#### Records contained in a dataset
== Segment start ==

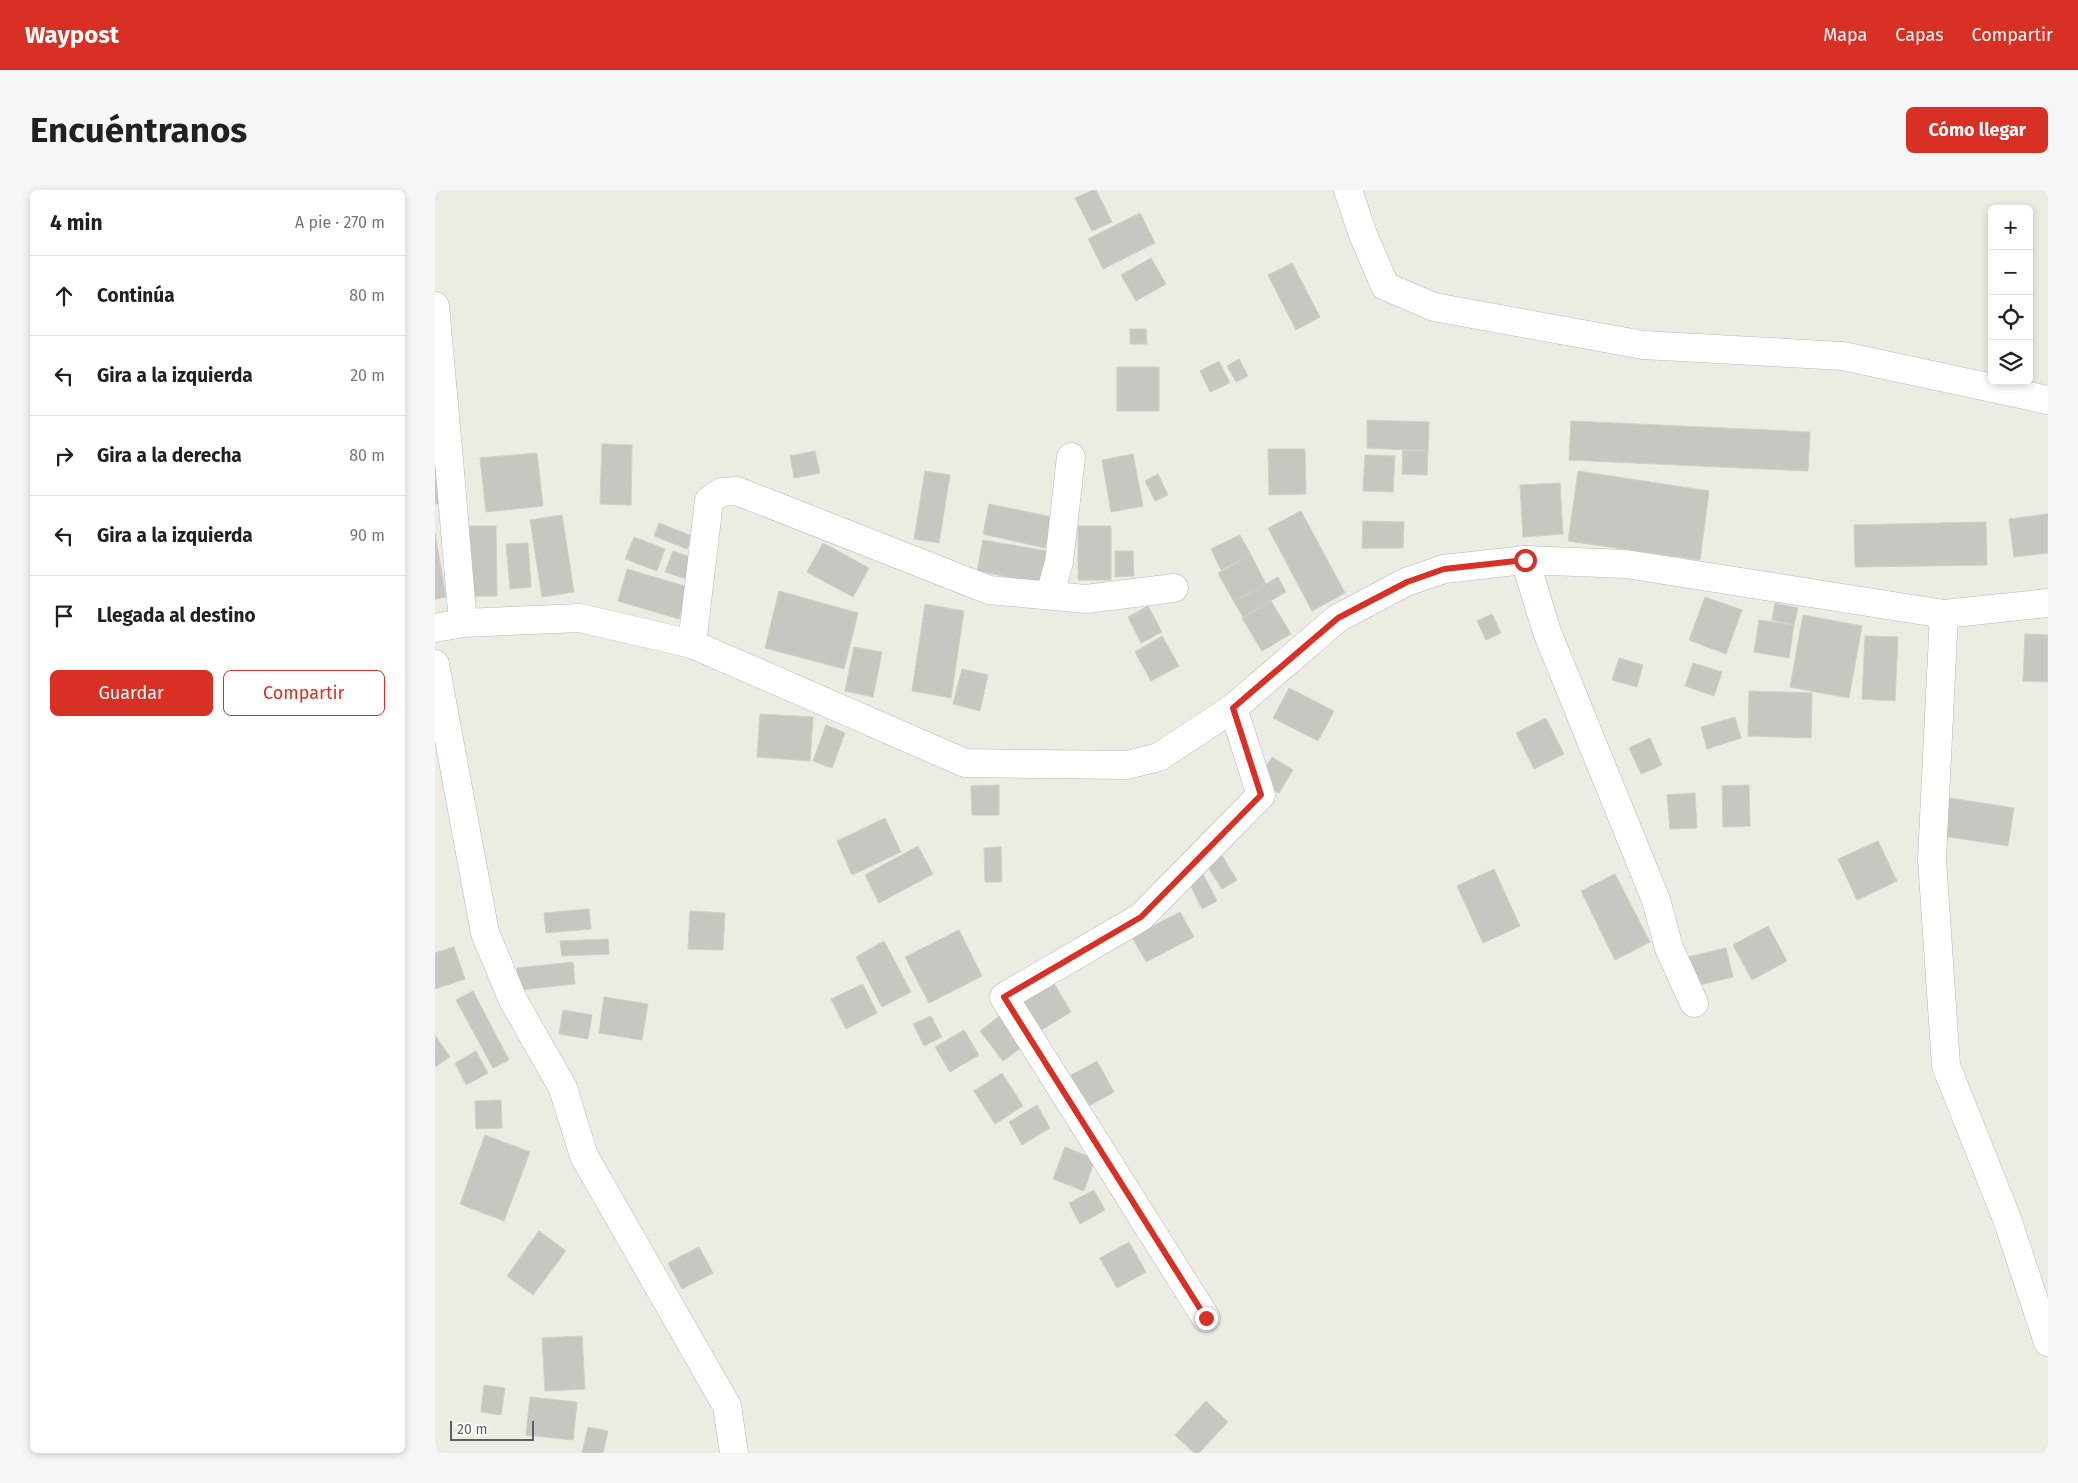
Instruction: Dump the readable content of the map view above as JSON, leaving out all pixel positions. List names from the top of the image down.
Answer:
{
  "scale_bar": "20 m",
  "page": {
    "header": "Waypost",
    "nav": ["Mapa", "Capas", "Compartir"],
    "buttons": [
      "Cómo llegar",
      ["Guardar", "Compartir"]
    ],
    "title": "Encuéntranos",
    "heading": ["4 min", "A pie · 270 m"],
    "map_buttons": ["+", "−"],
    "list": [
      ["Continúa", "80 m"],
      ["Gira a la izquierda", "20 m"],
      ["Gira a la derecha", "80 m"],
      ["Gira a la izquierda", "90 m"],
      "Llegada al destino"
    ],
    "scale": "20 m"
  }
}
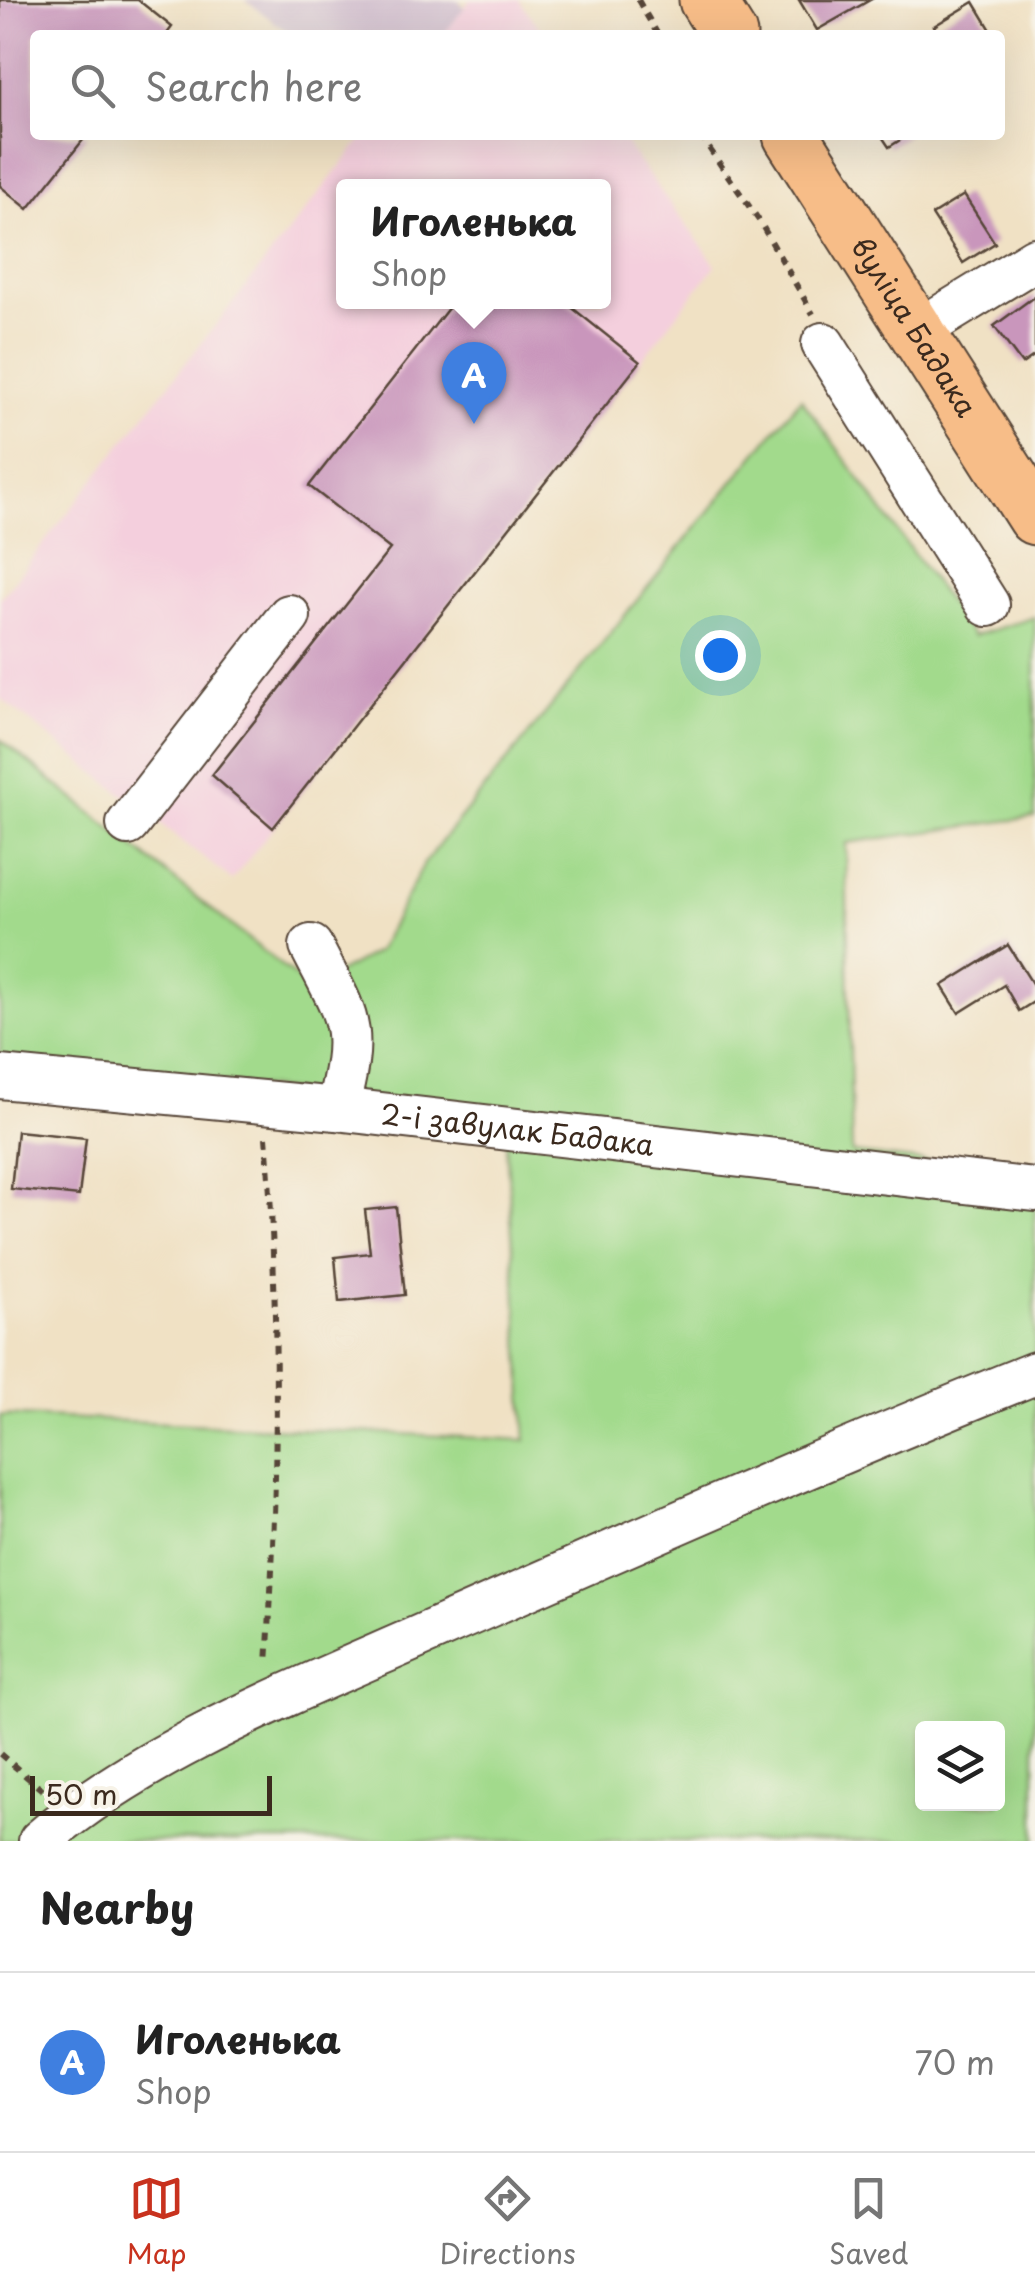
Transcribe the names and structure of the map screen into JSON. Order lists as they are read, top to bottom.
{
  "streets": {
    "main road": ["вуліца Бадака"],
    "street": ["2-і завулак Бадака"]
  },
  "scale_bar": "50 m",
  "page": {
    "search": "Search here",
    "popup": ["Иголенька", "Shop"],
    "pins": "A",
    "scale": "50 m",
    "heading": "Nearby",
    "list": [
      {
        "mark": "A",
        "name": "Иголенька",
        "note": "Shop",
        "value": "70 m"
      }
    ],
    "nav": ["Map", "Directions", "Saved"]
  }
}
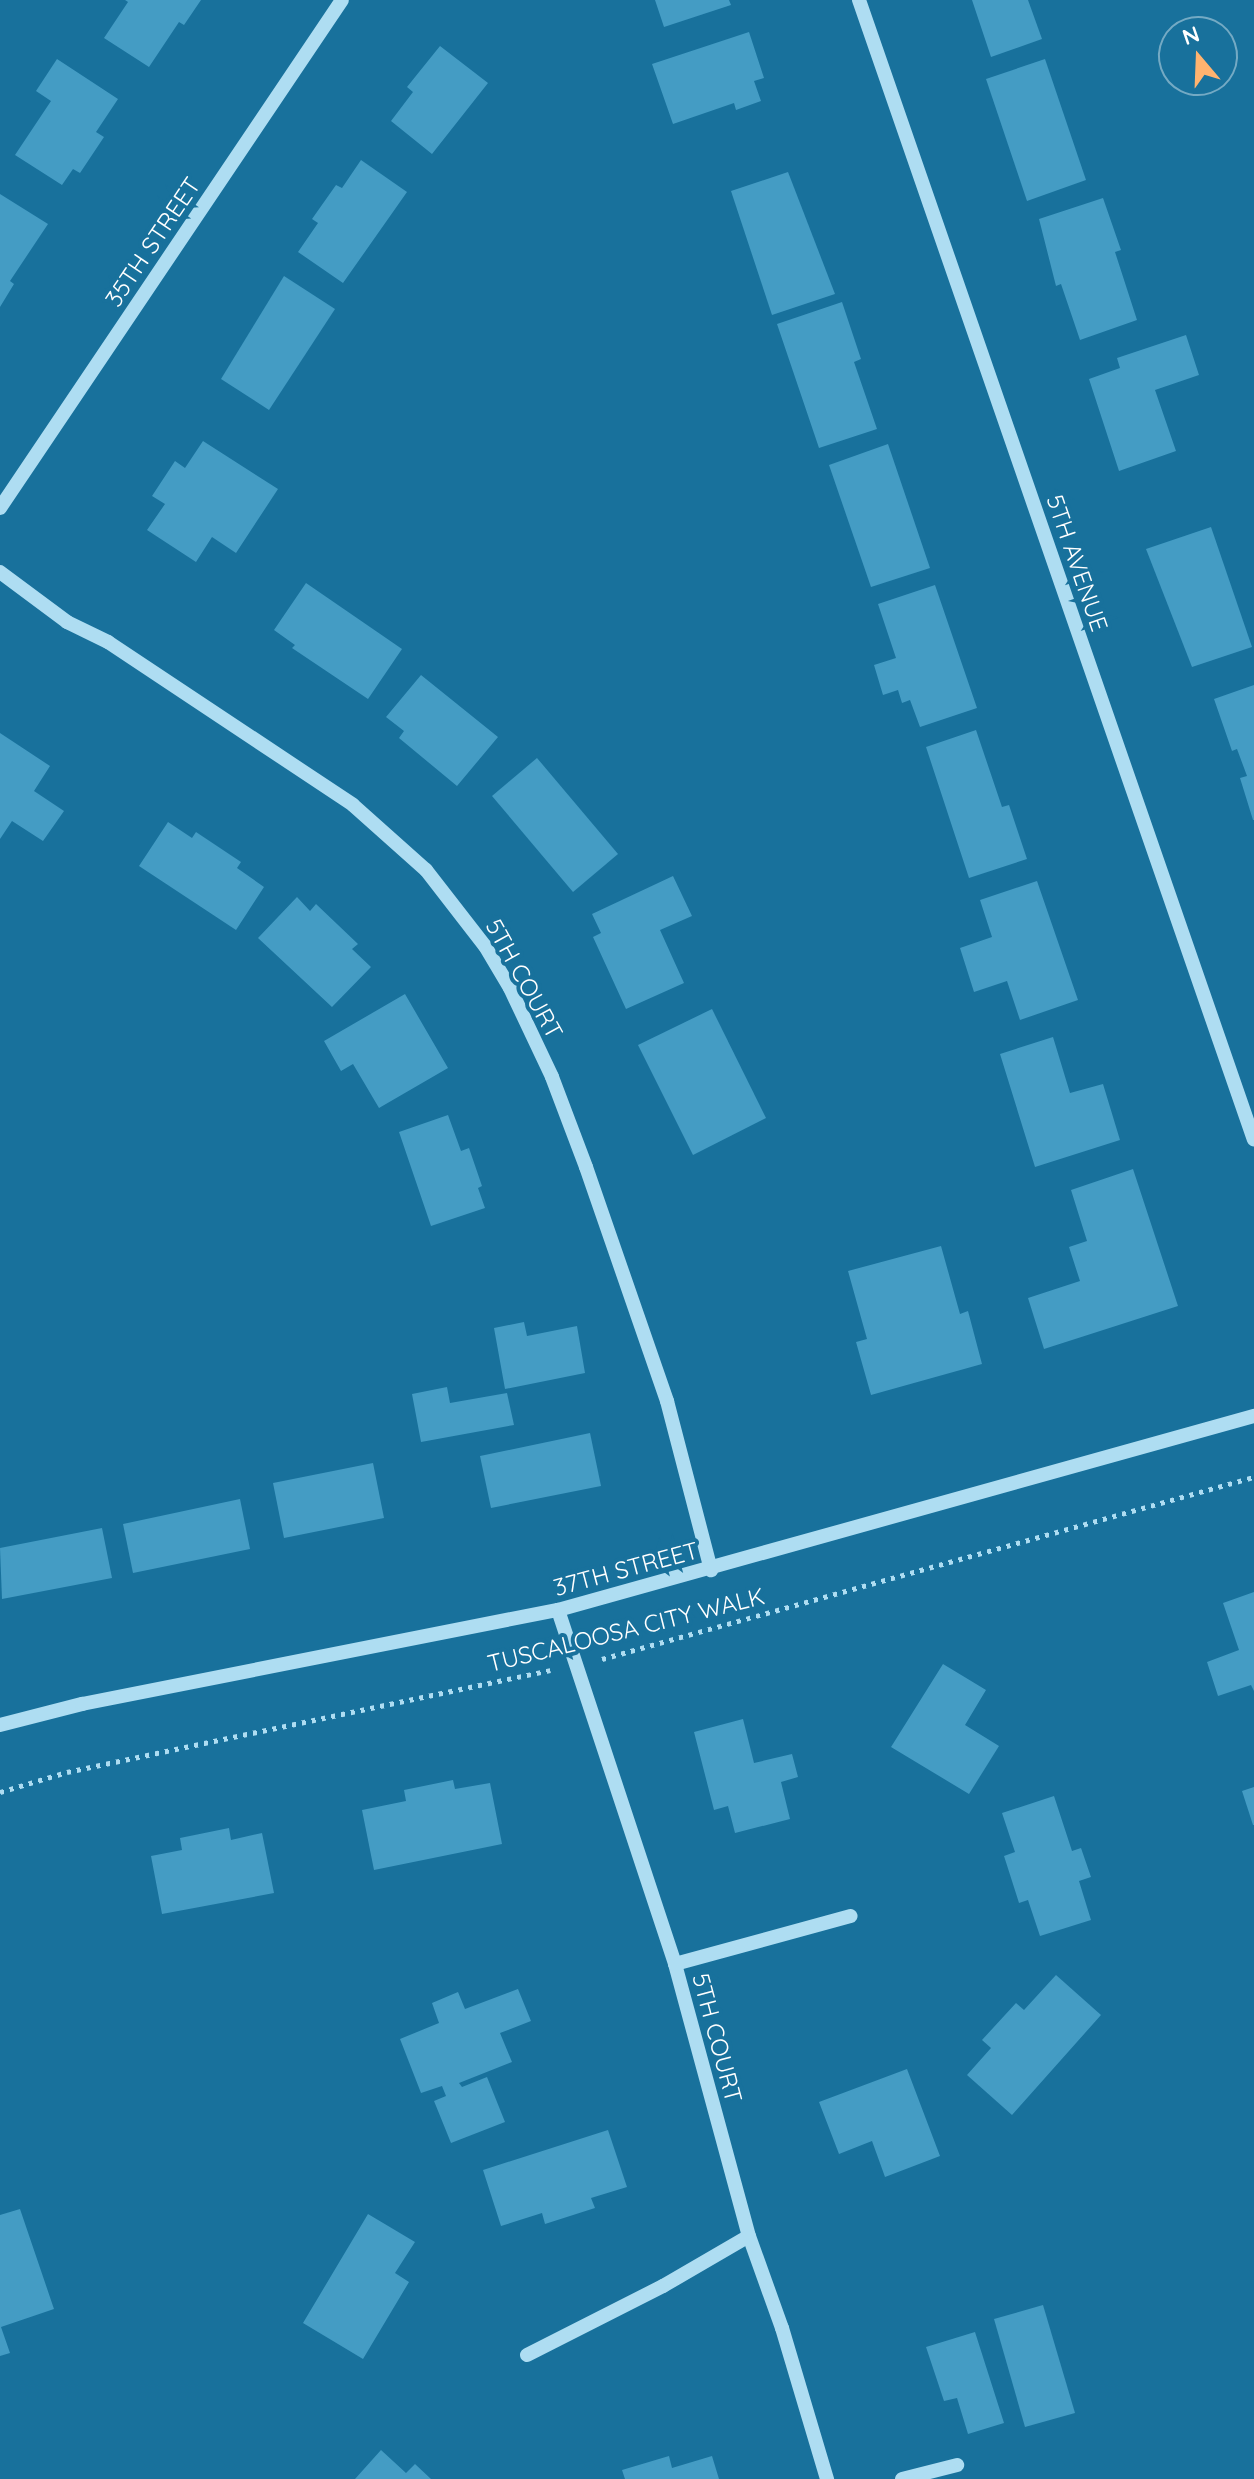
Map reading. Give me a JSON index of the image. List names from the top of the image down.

== Segment end ==

#### WORK TASK
Each line above is to be copied verbatim. Drop any image from the copy.

#### WRITTEN SOLUTION
Instruction: Dump the readable content of the map view above as JSON, leaving out all pixel positions. List names from the top of the image down.
Answer:
{
  "scale_bar": "20 m",
  "page": {
    "header": "Waypost",
    "nav": ["Mapa", "Capas", "Compartir"],
    "buttons": [
      "Cómo llegar",
      ["Guardar", "Compartir"]
    ],
    "title": "Encuéntranos",
    "heading": ["4 min", "A pie · 270 m"],
    "map_buttons": ["+", "−"],
    "list": [
      ["Continúa", "80 m"],
      ["Gira a la izquierda", "20 m"],
      ["Gira a la derecha", "80 m"],
      ["Gira a la izquierda", "90 m"],
      "Llegada al destino"
    ],
    "scale": "20 m"
  }
}
Transcribe the names and structure of the map screen into JSON. Order lists as they are read, top to bottom.
{
  "streets": {
    "main road": ["вуліца Бадака"],
    "street": ["2-і завулак Бадака"]
  },
  "scale_bar": "50 m",
  "page": {
    "search": "Search here",
    "popup": ["Иголенька", "Shop"],
    "pins": "A",
    "scale": "50 m",
    "heading": "Nearby",
    "list": [
      {
        "mark": "A",
        "name": "Иголенька",
        "note": "Shop",
        "value": "70 m"
      }
    ],
    "nav": ["Map", "Directions", "Saved"]
  }
}
Map reading. Give me a JSON index of the image. List names from the top of the image down.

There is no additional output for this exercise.